Switzerland's Government Seeks to Increase Corporate Transparency

The Federal Palace of Switzerland, where the Federal Council meets (Wikimedia Commons).

On October 12, the Federal Council of Switzerland, the executive branch of the Swiss government, recommended that the Federal Department of Finance (FDI) draft legislation create an oversight mechanism to identify anonymous owners of Swiss-registered financial entities. With sights set on a June 2023 deadline, the FDI and Department of Justice and Police hoped the legislation will enhance transparency of the Swiss financial sector and directly combat money laundering. Possible measures include establishing a central registrar containing identifying information of financial entities and their owners, as well as investments in cooperative investigations on an international scale. However, these provisions remain vague.

 Critics of the Swiss financial sector’s lack of oversight emphasize the need for international cooperation. Though the Federal Council’s recommendations address the need to comprehensively collect financial entities’ identifying information, the recommendation offers little information about the Swiss government’s intention to engage with other global actors. The United Nations Office on Drugs and Crimes emphasized a need for mutual legal cooperation between Swiss authorities and other states who may be implicated in possible money laundering schemes. This cooperation would enable criminal and civil investigations to have enhanced access to evidence.

This development comes after an October 2022 report from the Swiss Federal Audit Office (SFAO) which noted that the government of Switzerland ought to do more to combat money laundering. The report details that investigations “revealed weaknesses and, hence, financial and reputational risks for the Swiss authorities.” Furthermore, the SFAO suggested that the Swiss government should embark on a structural overhaul of the legal framework which lacks oversight into matters of money laundering. 

Even greater, however, is the worldwide impact of Swiss money-laundering.The Basel Institute on Governance found that much of the weaknesses in the Swiss financial system are tied to a lack of “sufficient cooperation and political willpower.” Critics of the new Swiss proposal find that this issue is not entirely addressed within the framework provided by the Federal Council. In an article published by the International Consortium of Investigative Journalists, who led the exposé behind the Pandora Papers, the group pointed to the lack of public availability of the recommended central registrar as a flaw in the Federal Council’s proposal. The ICIJ found in the Pandora Papers investigation that Swiss wealth advisors assisted financial criminals in disguising their wealth.

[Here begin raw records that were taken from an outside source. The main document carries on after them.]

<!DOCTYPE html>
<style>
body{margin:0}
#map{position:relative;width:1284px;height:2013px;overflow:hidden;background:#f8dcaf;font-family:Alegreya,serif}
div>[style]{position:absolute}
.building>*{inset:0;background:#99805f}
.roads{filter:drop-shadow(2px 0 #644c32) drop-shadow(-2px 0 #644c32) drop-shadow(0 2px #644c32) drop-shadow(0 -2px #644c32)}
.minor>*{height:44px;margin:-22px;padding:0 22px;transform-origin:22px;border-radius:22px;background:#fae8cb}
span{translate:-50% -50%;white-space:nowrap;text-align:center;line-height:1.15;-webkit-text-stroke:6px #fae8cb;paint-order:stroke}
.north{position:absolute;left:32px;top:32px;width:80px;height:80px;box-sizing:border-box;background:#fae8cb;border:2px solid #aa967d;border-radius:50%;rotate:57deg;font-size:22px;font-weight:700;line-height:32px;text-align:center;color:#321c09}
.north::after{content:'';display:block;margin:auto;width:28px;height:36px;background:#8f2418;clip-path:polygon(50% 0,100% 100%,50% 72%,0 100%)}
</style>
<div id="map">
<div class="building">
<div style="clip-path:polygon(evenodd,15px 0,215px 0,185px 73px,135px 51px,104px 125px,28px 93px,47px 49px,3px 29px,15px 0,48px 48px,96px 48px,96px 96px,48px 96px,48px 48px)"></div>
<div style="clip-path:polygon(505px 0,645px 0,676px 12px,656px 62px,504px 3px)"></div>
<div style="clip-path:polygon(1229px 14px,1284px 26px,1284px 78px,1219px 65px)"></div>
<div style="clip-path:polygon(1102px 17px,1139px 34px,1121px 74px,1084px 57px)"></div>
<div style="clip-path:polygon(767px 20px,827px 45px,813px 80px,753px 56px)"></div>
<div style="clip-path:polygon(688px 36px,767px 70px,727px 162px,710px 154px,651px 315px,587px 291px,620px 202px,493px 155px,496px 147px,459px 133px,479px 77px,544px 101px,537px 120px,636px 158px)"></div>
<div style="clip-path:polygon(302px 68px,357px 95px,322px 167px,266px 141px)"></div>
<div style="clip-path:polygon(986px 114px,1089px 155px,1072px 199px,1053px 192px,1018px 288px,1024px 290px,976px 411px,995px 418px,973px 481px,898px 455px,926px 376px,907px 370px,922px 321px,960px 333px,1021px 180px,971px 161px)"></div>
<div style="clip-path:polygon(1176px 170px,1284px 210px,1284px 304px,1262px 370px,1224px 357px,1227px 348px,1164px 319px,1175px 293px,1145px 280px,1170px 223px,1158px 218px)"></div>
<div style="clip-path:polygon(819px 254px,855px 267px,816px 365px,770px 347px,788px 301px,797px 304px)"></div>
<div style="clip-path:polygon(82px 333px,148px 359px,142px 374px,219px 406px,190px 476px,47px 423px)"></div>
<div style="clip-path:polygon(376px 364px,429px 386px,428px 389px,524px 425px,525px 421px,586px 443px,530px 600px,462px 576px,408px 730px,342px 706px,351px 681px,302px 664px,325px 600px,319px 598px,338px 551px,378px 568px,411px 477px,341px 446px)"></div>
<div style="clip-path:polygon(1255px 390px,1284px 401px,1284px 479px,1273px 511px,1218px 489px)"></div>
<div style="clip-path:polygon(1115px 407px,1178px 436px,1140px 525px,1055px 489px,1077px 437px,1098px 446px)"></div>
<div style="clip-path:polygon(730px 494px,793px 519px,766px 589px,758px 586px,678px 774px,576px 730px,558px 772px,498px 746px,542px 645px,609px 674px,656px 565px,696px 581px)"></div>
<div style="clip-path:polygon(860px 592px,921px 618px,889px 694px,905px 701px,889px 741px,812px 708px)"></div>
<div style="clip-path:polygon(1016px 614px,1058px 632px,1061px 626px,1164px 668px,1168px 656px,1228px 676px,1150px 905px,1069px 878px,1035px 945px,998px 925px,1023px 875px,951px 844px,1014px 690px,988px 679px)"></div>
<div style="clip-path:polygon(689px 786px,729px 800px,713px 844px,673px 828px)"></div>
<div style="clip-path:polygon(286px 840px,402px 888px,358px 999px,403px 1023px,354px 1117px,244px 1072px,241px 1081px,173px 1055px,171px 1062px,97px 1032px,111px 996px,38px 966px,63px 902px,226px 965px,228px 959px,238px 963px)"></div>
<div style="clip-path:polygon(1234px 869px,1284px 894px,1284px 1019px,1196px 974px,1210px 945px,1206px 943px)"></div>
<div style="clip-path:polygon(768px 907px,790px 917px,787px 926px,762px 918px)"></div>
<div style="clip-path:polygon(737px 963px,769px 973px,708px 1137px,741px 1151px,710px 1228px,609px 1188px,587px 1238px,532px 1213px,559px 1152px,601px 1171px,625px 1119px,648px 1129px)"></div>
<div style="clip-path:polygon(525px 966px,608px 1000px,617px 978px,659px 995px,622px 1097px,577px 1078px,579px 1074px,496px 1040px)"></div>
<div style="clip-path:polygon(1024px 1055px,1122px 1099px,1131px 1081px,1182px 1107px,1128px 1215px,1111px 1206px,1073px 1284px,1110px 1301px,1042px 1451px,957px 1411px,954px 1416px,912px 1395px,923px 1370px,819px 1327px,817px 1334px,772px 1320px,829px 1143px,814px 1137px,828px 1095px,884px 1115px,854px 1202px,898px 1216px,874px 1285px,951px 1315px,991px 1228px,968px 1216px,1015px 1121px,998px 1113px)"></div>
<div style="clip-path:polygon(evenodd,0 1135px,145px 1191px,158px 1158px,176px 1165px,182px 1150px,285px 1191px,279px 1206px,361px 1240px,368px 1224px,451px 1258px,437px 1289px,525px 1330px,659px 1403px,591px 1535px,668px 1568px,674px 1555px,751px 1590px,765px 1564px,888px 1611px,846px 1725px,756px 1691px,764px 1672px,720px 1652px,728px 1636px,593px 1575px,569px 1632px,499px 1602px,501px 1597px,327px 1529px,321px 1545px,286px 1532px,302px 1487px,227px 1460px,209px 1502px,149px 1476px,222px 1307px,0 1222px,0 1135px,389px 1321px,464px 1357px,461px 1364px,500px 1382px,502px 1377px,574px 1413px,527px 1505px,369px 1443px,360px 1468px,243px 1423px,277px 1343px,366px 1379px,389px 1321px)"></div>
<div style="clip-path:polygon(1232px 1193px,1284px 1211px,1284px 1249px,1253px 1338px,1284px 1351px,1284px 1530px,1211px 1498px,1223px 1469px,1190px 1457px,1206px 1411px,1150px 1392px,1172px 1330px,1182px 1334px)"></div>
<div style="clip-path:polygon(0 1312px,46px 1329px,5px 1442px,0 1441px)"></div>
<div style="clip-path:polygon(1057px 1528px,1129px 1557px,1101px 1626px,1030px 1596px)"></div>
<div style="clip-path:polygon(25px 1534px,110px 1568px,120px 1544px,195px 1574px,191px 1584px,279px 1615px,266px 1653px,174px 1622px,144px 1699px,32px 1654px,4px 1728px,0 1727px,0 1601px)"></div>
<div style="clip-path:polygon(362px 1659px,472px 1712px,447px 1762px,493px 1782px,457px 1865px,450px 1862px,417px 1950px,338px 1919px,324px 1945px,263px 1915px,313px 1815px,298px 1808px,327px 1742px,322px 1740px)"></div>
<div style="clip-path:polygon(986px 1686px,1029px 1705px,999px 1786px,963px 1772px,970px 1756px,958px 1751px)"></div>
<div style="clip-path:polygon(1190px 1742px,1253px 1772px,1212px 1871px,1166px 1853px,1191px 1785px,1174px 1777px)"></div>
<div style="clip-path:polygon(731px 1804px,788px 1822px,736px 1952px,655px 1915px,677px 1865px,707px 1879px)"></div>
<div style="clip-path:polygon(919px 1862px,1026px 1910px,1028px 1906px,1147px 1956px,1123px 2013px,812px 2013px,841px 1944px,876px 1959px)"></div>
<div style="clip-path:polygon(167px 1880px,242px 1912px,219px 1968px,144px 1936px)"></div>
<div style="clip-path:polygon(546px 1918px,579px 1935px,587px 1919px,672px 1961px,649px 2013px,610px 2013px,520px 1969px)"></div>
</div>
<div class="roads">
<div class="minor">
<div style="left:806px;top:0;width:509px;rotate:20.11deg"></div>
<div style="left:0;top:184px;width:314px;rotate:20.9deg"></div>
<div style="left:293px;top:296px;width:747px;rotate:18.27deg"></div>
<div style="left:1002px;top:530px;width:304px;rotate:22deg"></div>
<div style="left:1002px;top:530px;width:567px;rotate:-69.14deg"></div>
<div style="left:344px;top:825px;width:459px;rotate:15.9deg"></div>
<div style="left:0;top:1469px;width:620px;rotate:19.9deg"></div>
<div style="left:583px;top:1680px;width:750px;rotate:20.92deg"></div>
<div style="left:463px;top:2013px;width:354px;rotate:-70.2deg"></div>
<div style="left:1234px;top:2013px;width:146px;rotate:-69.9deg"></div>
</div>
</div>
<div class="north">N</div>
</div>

One recommended approach to combating money-laundering targets the risk these advisors pose when working outside of the already relaxed financial sector. Anti-corruption watchdog Financial Action Task Force advised that the Swiss government ought to apply the same legal restrictions on lawyers, notaries, and accountants in an effort to address all actors participating in money laundering schemes. This 2020 recommendation preceded the Swiss government’s erasure of clauses addressing lawyers’ involvement in schemes following the March 2021 revision of the Anti-Money Laundering Act. This particular area is often unaddressed, but is crucial to resolving part of the financial corruption issues that remain in Switzerland. If the legislation moves forward, these legal investments and structural changes will improve the secretive reputation the Swiss Financial Sector has held for decades.